Le pape Jean Paul II de son vivant est l’un des instigateurs de la chute du communisme. Jean-Paul II était un homme d’une envergure exceptionnelle pour tous les Polonais, et cela indépendamment de leur croyance. Les enquêtes sociologiques montrent qu’il était l’autorité pour ceux qui ont suivi son pontificat mais aussi pour les jeunes qui ne l’ont pas vraiment connu. Le Pape a accompagné, voire suscité la chute du communisme. L’élection d’un pape polonais en 1978 a rappelé au monde que les Polonais existaient en tant que nation, même enfermés derrière le rideau du fer. Cette élection a également montré que la foi, la religion avaient résisté à l’idéologie communiste qui avait proclamé que « la religion, c’était l’opium du peuple ».

Pour la première fois depuis 455 ans, le conclave de Rome avait choisi un pape non italien.
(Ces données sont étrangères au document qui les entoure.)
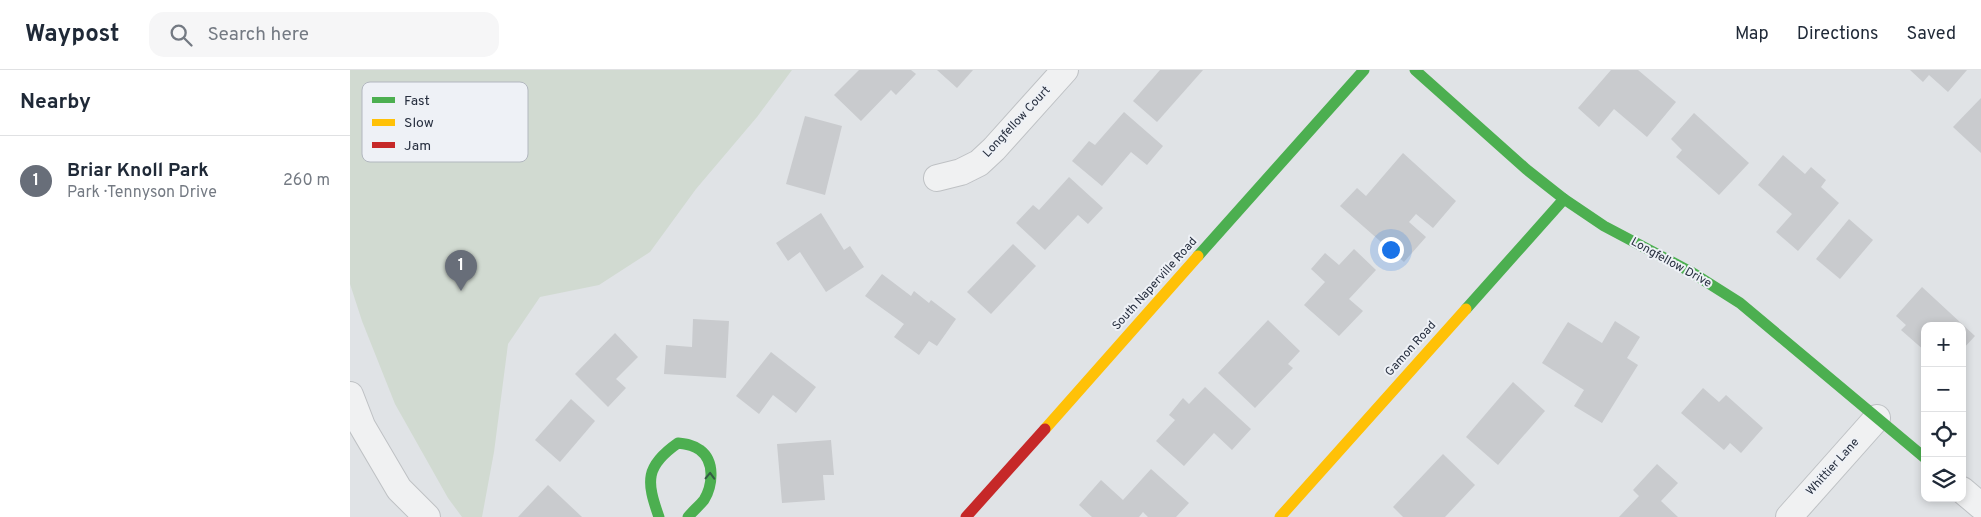 <!DOCTYPE html>
<meta charset="utf-8">
<style>
:root{--surface:#fff;--page:#f6f6f7;--text:#1f2937;--muted:#747a83;--line:#e0e1e3;--accent:#686e79}
body{margin:0;font-family:Overpass,sans-serif;background:var(--page);color:var(--text)}
.controls{position:absolute;right:15px;bottom:15px;display:grid;overflow:hidden;border-radius:10px;box-shadow:0 2px 8px #0003}
.controls button{width:45px;height:45px;display:grid;place-items:center;padding:0;border:0;border-bottom:1px solid var(--line);background:var(--surface);color:var(--text);font:25px sans-serif}
.you{position:absolute;left:1040px;top:179px;width:18px;height:18px;margin:-12px;border:4px solid #fff;border-radius:50%;background:#1a73e8;box-shadow:0 0 0 8px #1a73e833}
.badge{display:grid;place-items:center;width:32px;height:32px;border-radius:50%;background:var(--accent);color:#fff;font-size:16px;font-weight:700}
.pin{position:absolute;translate:-50% -41px;filter:drop-shadow(0 1px 2px #0008)}
.pin::after{content:'';position:absolute;top:26px;width:18px;height:15px;background:inherit;clip-path:polygon(0 0,100% 0,50% 100%)}
.list{margin:0;padding:0;list-style:none}
h2{display:flex;justify-content:space-between;align-items:center;height:65px;margin:0;padding:0 20px;font-size:21px}
h2 small{font-size:16px;font-weight:400;color:var(--muted)}
.list li{display:grid;grid-template-columns:32px 1fr auto;gap:15px;align-items:center;box-sizing:border-box;height:90px;padding:0 20px;border-top:1px solid var(--line)}
.list b{display:block;font-size:19px;white-space:nowrap}
.list p{margin:0;font-size:16px;white-space:nowrap;color:var(--muted)}
.list em{font-size:16px;font-style:normal;color:var(--muted)}
.icon{flex:none;width:28px;height:28px;fill:none;stroke:currentColor;stroke-width:2;stroke-linecap:round;stroke-linejoin:round}
.map{position:relative;flex:none;width:1631px;height:447px;overflow:hidden}
header{display:flex;align-items:center;gap:30px;box-sizing:border-box;height:70px;padding:0 25px;background:var(--surface);border-bottom:1px solid var(--line)}
header strong{font-size:24px}
nav{display:flex;gap:28px;margin-inline-start:auto;font-size:18px}
.search{width:350px;height:45px;background:var(--page);display:flex;align-items:center;gap:12px;box-sizing:border-box;padding:0 18px;border-radius:15px;color:var(--muted);font-size:19px}
main{display:flex}
aside{flex:1;background:var(--surface)}
.map>svg:first-child{display:block}
</style>
<header>
<strong>Waypost</strong>
<div class="search"><svg class="icon" aria-label="search" viewBox="0 0 24 24"><circle cx="10" cy="10" r="6"/><path d="M15 15l6 6"/></svg>Search here</div>
<nav><a>Map</a><a>Directions</a><a>Saved</a></nav>
</header>
<main>
<aside>
<h2>Nearby<small></small></h2>
<ul class="list">
<li><span class="badge">1</span><div><b>Briar Knoll Park</b><p>Park · Tennyson Drive</p></div><em>260 m</em></li>
</ul>
</aside>
<div class="map">
<svg width="1631" height="447" viewBox="0 0 1631 447">
<rect width="100%" height="100%" fill="#e0e3e6"/>
<path fill="#d1dad1" d="M0 0H442L407 47 346 119 300 182 249 215 190 227 158 274 144 382 132 447H112L98 428 45 334 12 251 0 214Z"/>
<g fill="#c9cbce">
<path d="M509 0H561L566 4 546 25 541 20 511 51 484 25Z"/>
<path d="M587 0H623L607 18Z"/>
<path d="M810 0H853L807 52 783 31Z"/>
<path d="M1261 0H1288L1326 32 1297 67 1264 39 1249 57 1228 38Z"/>
<path d="M1560 0H1617L1598 22 1579 5 1573 12Z"/>
<path d="M1631 28V83L1603 57Z"/>
<path d="M774 42 813 76 797 95 781 82 752 116 722 91 739 71 745 75Z"/>
<path d="M1344 43 1399 93 1369 125 1326 87 1332 80 1321 69Z"/>
<path d="M455 46 492 56 475 125 436 114Z"/>
<path d="M1053 83 1106 131 1083 158 1066 144 1059 152 1076 167 1054 192 990 136 1007 118 1016 126Z"/>
<path d="M1433 85 1455 104 1461 97 1476 110 1471 117 1489 133 1448 181 1426 162 1442 144 1408 115Z"/>
<path d="M719 107 753 138 738 154 728 145 695 180 666 153 683 135 689 140Z"/>
<path d="M471 143 494 180 500 176 514 197 476 222 450 182 438 191 426 173Z"/>
<path d="M1499 149 1523 170 1490 209 1466 189Z"/>
<path d="M663 174 686 196 641 244 617 222Z"/>
<path d="M1004 179 1026 200 999 229 1013 241 989 266 954 235 975 212 961 199 975 183 989 195Z"/>
<path d="M532 204 561 226 564 221 579 233 581 230 606 249 587 276 579 271 569 285 544 267 554 254 515 226Z"/>
<path d="M1572 217 1625 266 1612 280V256H1575V281L1551 260 1556 255 1546 246Z"/>
<path d="M343 249 379 251 376 308 314 304 316 275 342 277Z"/>
<path d="M918 250 950 281 938 294 943 298 905 338 868 303Z"/>
<path d="M1265 251 1290 267 1277 288 1288 295 1252 353 1224 336 1234 320 1192 293 1218 252 1252 273Z"/>
<path d="M265 263 288 287 266 309 276 318 258 337 225 304Z"/>
<path d="M421 282 466 317 446 343 423 325 409 344 386 326Z"/>
<path d="M1163 312 1195 341 1148 395 1116 367Z"/>
<path d="M855 317 901 359 882 380 864 363 834 396 806 371 825 350 819 345 833 328 839 334Z"/>
<path d="M1353 318 1369 332 1376 325 1413 358 1391 383 1380 373 1374 380 1331 343Z"/>
<path d="M221 329 245 351 210 392 185 370Z"/>
<path d="M481 370 484 405H473L475 430 432 433 427 374Z"/>
<path d="M1093 384 1125 415 1095 447H1053L1043 437Z"/>
<path d="M1307 394 1328 413 1311 431 1328 447H1269L1289 426 1283 420Z"/>
<path d="M801 399 839 433 826 447H798L793 442 789 447H742L729 435 751 410 773 430Z"/>
<path d="M198 415 232 447H168Z"/>
</g>
<g fill="none" stroke-linecap="round" stroke-linejoin="round">
<g stroke="#bec1c4" stroke-width="28">
<g id="street">
<path d="M587 108 611 102 629 93 644 79 715 0"/>
<path d="M0 325 12 356 49 419 77 447"/>
<path d="M1612 420 1631 436"/>
<path d="M1439 447 1527 348"/>
</g>
</g>
<use href="#street" stroke="#f0f1f2" stroke-width="26"/>
<g stroke="#4caf50" stroke-width="11">
<path d="M1065 0 1176 99 1214 129 1254 156 1341 202 1390 233 1575 388"/>
<path d="M848 186 1014 0"/>
<path d="M1116 239 1214 129"/>
<path d="M309 447C296 411 295 396 328 373 336 374 344 375 350 380 365 391 363 415 354 430 349 436 343 441 338 447"/>
</g>
<g stroke="#ffc107" stroke-width="11">
<path d="M695 359 848 186"/>
<path d="M930 447 1116 239"/>
</g>
<path stroke="#c62828" stroke-width="11" d="M616 447 695 359"/>
</g>
<defs><path id="oneway-chevron" d="M-2-3.5L2.5 0L-2 3.5" fill="none" stroke-width="1.6" stroke-linecap="round" stroke-linejoin="round" transform="scale(1.25)"/></defs>
<use stroke="#345c45" href="#oneway-chevron" transform="translate(360 406) rotate(-88)"/>
<g text-anchor="middle" dominant-baseline="central" stroke-width="4" stroke-linejoin="round" paint-order="stroke">
<g font-size="12" fill="#272f3f" stroke="#eef1f6">
<text transform="translate(667 52) rotate(-47)">Longfellow Court</text>
<text transform="translate(1321 193) rotate(29)">Longfellow Drive</text>
<text transform="translate(805 214) rotate(-48)">South Naperville Road</text>
<text transform="translate(1061 279) rotate(-48)">Gamon Road</text>
<text transform="translate(1483 397) rotate(-48)">Whittier Lane</text>
</g>
</g>
<rect x="12" y="12" width="166" height="80" rx="8" fill="#eef1f6" stroke="#b2b7bf" stroke-width="1"/>
<rect x="22" y="27" width="23" height="6" fill="#4caf50"/>
<rect x="22" y="49" width="23" height="7" fill="#ffc107"/>
<rect x="22" y="72" width="23" height="6" fill="#c62828"/>
<g font-size="14" fill="#272f3f">
<text x="54" y="35">Fast</text>
<text x="54" y="57">Slow</text>
<text x="54" y="80">Jam</text>
</g>
</svg>
<div class="controls">
<button>+</button>
<button>−</button>
<button><svg class="icon" aria-label="locate" viewBox="0 0 24 24"><circle cx="12" cy="12" r="6"/><path d="M12 2v4M12 18v4M2 12h4M18 12h4"/></svg></button>
<button><svg class="icon" aria-label="layers" viewBox="0 0 24 24"><path d="M12 4l9 5-9 5-9-5zM3 14l9 5 9-5"/></svg></button>
</div>
<div class="you"></div>
<div class="pin badge" style="left:111px;top:221px">1</div>
</div>
</main>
Et les Polonais se sont sentis très fiers de son élection comme représentant de l’Eglise polonaise.
Lors de sa première visite en tant que pape en Pologne en 1979, Jean-Paul II avait apporté l’espoir que le communisme ne durerait pas éternellement, qu’un jour nous pourrions en voir la fin. La force avec laquelle le Pape a crié à la foule devant lui « Que l’Esprit descende et rénove la Terre, cette Terre  » avait permis de penser que le régime finirait ces jours sans violence, sans haine.

Philosophe, poète, voyageur

Lech Walesa a souligné à plusieurs reprises que Jean-Paul II avait joué un rôle essentiel dans la naissance du mouvement « Solidarnosc » et de sa bataille pacifique pour la liberté de la Pologne. D’ailleurs les Polonais avouent que le Pape était si clément et conciliant, qu’il a voulu changer le monde par sa bonté.

Il est le premier qui a visité une synagogue. C’est lui qui, le premier, est allé en Angleterre alors qu’aucun pape n’avait visité l’Église anglicane depuis sa fondation au XVIème siècle. Enfin, c’est Jean-Paul II qui avait organisé la rencontre œcuménique entre les représentants de toutes les religions.

Philosophe, poète, voyageur, le personnage est très charismatique. Sa béatification n’a pas eu d’opposants en Pologne. Pourtant pour certains, elle est apparue trop tôt. Elle a provoqué des critiques sur la décision de Benoît XVI et sur le pontificat de Jean-Paul II. On nous rappelle qu’il s’est opposé à la contraception, au mariage des prêtres, aux femmes prêtres dans l’église.

Toutefois, la béatification de Jean-Paul II a été pour les Polonais catholiques, les croyants d’autres religions et les athées l’occasion de lui rendre hommage et de le remercier pour la Pologne libre et démocratique. Sa sanctification en sera d’avantage, pas seulement pour la Pologne mais pour toute l’Eglise universelle et le monde entier. Peut-être que cette sanctification qui servira d’exemple fera taire définitivement le débat sur le mariage des prêtres, la contraception, l’ordination de femmes prêtres dans l’Eglise, etc. Gageons que cette sanctification apporte plus de bénéfices et non de torts et que par l’intercession de « Saint Jean Paul-II », l’unité de l’Eglise soit renforcée.